For USPS, the agreement represents another step in Postmaster General David Steiner’s effort to reposition the organization as a more commercially integrated logistics operator as traditional mail volumes continue declining. Steiner said USPS has expanded parcel capacity roughly 40% over the last four years and is continuing to build capabilities across first-mile, middle-mile, and last-mile operations.

USPS Postmaster General and CEO David Steiner at the media briefing.
The deal also reflects the growing importance of network specialization inside parcel delivery. Rather than replicating costly residential route density, DHL is concentrating investment on automated processing, transportation, and deep network injection while relying on USPS’s existing carrier infrastructure for doorstep delivery.
“This agreement reflects exactly the kind of future I believe we should be building,” Steiner said during the briefing. “One rooted in trust, long-term relationships, and the smart use of the Postal Service’s unmatched strengths.”
Inside the USPS-DHL Delivery Model
During the webinar, DHL outlined a process in which parcels are scanned, dimensioned, weighed, and digitally routed through automated facilities before moving through the company’s air and ground linehaul system. Parcels are then injected into USPS processing facilities near destination markets, allowing USPS carriers to perform only the final segment of delivery.

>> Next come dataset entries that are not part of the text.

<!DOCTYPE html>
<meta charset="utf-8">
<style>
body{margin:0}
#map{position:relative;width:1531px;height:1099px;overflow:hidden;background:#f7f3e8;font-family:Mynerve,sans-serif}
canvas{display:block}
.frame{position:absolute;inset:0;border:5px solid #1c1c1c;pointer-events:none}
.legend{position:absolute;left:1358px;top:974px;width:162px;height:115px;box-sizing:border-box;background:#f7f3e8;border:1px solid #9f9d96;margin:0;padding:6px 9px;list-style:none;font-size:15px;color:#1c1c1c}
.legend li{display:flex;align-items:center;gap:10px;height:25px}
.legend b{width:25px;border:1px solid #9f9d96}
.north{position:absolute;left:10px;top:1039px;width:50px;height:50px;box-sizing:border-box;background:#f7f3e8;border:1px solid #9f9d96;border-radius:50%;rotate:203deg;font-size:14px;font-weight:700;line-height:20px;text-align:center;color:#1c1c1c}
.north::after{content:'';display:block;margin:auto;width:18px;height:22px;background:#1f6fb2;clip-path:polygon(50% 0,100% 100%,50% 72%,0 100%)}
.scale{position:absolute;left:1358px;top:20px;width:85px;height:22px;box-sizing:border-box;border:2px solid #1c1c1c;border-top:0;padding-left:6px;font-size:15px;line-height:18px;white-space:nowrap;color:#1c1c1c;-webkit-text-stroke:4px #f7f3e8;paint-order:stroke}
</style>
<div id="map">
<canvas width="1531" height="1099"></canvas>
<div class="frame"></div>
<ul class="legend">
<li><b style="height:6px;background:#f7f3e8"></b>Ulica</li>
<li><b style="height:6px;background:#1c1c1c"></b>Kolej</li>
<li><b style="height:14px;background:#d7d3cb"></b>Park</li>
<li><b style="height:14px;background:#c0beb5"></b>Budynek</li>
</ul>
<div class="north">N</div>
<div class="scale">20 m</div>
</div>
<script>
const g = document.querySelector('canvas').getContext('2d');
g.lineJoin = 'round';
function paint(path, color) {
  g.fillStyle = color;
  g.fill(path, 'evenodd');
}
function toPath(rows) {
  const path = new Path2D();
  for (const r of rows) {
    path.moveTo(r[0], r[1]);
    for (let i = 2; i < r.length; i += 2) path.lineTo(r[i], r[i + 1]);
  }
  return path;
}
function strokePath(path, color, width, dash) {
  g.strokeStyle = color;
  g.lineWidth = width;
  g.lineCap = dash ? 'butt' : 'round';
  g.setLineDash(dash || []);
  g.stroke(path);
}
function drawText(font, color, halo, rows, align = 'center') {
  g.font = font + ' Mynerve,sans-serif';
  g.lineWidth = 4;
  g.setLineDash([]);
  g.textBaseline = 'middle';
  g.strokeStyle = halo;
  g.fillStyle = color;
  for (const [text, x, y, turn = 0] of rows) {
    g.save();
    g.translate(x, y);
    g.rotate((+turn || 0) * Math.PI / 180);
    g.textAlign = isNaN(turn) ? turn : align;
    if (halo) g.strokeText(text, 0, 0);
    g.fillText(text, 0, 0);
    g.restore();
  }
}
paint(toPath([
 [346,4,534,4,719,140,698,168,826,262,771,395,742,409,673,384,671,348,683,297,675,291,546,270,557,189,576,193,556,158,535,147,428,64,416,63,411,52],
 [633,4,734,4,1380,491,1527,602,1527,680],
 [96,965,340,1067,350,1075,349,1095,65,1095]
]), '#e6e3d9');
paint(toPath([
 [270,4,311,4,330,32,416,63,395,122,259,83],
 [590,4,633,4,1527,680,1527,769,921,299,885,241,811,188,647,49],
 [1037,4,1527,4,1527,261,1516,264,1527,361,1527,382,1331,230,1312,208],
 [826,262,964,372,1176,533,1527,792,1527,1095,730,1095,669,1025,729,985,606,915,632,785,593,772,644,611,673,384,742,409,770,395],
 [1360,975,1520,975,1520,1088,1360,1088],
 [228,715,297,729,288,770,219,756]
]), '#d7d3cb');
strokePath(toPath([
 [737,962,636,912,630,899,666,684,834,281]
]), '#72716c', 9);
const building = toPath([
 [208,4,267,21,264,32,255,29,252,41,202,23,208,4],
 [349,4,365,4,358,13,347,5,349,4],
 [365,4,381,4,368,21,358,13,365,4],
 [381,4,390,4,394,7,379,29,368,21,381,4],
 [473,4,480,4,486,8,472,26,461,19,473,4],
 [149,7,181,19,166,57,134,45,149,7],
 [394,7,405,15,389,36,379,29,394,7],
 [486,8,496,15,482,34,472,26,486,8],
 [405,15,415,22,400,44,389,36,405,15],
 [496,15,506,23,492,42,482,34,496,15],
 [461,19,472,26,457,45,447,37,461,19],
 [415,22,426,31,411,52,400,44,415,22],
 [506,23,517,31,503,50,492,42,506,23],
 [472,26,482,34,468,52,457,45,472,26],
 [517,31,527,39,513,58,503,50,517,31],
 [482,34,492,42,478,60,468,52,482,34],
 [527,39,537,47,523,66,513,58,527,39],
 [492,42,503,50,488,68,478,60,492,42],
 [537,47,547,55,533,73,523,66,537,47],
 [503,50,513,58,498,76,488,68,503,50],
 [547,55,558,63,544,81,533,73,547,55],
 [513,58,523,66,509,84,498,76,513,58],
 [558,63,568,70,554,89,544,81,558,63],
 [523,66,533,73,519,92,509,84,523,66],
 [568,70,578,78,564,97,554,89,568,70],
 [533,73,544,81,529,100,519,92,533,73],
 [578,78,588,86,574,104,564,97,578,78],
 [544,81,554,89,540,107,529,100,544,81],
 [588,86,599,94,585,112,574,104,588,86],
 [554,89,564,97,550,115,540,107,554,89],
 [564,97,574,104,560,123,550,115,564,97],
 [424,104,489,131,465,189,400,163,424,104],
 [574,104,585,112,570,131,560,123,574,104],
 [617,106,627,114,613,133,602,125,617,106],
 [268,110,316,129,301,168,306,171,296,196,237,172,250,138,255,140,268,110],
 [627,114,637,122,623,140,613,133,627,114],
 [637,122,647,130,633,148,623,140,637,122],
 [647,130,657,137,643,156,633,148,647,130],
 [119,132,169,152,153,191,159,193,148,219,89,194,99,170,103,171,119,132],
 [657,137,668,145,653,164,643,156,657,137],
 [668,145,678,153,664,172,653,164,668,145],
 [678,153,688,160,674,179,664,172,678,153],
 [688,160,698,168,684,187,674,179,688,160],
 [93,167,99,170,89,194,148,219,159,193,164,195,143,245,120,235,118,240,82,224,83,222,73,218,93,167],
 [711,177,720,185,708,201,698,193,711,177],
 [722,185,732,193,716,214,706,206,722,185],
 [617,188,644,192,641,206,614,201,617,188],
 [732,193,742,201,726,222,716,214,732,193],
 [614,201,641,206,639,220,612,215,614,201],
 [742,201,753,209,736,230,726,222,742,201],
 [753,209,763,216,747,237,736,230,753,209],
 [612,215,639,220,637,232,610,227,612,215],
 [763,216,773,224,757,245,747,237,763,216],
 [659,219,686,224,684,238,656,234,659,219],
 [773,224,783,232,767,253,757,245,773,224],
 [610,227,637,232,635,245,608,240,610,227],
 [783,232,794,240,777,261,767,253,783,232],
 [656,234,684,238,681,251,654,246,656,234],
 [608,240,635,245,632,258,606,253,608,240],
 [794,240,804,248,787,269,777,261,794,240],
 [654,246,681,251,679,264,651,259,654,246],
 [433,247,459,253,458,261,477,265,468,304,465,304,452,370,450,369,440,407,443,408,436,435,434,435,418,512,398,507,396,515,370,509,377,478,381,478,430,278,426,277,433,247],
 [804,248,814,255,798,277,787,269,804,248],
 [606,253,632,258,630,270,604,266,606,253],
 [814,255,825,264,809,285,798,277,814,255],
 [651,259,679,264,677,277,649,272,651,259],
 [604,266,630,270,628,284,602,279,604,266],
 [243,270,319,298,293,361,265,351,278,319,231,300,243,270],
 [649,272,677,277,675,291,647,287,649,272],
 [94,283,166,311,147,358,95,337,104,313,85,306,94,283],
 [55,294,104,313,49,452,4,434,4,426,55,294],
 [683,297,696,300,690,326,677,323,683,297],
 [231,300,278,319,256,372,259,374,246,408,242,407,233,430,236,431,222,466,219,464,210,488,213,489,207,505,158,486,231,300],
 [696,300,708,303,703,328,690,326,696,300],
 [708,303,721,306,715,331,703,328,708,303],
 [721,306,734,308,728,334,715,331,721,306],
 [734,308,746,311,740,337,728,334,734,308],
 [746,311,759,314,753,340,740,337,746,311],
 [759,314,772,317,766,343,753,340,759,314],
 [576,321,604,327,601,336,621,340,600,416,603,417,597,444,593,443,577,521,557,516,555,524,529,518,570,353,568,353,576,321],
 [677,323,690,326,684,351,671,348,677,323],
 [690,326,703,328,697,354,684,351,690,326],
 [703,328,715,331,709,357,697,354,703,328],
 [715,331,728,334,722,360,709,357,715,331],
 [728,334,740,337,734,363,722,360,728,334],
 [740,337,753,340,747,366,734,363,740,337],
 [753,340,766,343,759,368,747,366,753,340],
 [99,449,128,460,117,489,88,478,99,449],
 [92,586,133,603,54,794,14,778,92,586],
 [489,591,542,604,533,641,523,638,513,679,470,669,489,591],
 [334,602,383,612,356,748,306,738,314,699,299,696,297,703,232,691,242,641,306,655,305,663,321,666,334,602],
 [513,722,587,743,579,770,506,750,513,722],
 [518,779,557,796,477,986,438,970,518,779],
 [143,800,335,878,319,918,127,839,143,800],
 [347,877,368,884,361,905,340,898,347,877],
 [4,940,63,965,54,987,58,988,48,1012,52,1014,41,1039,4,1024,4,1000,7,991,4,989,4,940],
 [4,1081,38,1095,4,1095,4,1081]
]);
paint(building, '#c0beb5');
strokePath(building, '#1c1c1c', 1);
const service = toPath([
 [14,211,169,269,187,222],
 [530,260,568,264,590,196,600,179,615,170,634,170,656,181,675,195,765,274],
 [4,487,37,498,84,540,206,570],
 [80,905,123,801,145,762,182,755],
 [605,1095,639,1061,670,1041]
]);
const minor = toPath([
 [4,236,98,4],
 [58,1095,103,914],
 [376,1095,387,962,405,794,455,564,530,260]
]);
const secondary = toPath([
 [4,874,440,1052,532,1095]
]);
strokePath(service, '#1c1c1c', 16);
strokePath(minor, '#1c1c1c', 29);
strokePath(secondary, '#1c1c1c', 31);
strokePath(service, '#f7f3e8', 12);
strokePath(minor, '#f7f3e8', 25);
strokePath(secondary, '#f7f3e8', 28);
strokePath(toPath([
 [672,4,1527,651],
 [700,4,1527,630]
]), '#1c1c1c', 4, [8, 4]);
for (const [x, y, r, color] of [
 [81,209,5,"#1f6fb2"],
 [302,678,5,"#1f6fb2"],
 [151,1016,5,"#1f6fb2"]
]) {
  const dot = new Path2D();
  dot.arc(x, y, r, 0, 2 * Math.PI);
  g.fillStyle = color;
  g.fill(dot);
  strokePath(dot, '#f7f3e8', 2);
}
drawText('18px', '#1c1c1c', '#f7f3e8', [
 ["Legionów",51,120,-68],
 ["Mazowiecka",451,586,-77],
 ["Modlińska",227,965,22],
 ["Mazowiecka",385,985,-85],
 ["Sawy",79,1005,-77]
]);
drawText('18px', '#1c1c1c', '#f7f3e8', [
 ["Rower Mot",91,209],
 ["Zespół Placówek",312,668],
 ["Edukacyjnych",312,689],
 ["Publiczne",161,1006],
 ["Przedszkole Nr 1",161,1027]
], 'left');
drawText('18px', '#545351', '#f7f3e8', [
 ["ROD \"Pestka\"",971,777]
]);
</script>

DHL executives said most parcel volume currently enters the Postal Service through Local Processing Centers, with additional induction into Sorting and Delivery Centers expected as USPS continues expanding that network.
Steiner repeatedly emphasized the scale advantages USPS believes distinguish its network from private competitors. The Postal Service delivers to more than 170 million addresses six days a week and operates more than 33,000 retail locations nationwide.
“What we’re trying to do is create this end-to-end solution that every citizen of the United States can benefit from,” Steiner said.
The agreement also highlights how USPS is increasingly trying to reposition itself commercially beyond traditional mail operations. Steiner described a network strategy designed to support multiple customer models, including full end-to-end parcel services, middle-mile transportation, and standalone final-mile delivery.
The Postal Service’s largest last-mile commercial relationships currently generate more than $8 billion in annual revenue, Steiner said, referring to existing partnerships that include Amazon, FedEx, and DHL.
Industry analysts have increasingly viewed USPS less as a direct parcel competitor and more as foundational infrastructure embedded inside the U.S. e-commerce delivery ecosystem. The DHL agreement reinforces that role.
While parcel carriers continue competing for enterprise shipping accounts, operational partnerships increasingly underpin how residential delivery is executed, particularly as rising labor costs, suburban sprawl, and route inefficiencies continue pressuring last-mile economics.
DHL executives also positioned the USPS handoff model as both economically and operationally efficient. Ashbaugh said the company’s product portfolio complements existing USPS offerings, with service levels positioned between Priority Mail and Ground Advantage on both speed and cost.
The company plans to double its business by 2030, Ashbaugh said, making long-term certainty around last-mile execution increasingly important to its expansion strategy.
Parcel Delivery’s Infrastructure Shift
The arrangement also reflects a broader industry reality: parcel delivery networks are becoming increasingly interoperable even as carriers compete more aggressively for market share.
Rather than building parallel infrastructures across every segment of delivery, logistics providers are increasingly concentrating investment in the portions of the network where they hold the strongest operational advantage.
In that environment, USPS appears to be betting that its greatest long-term value lies not only in competing for parcels, but in becoming indispensable infrastructure for the companies that move them.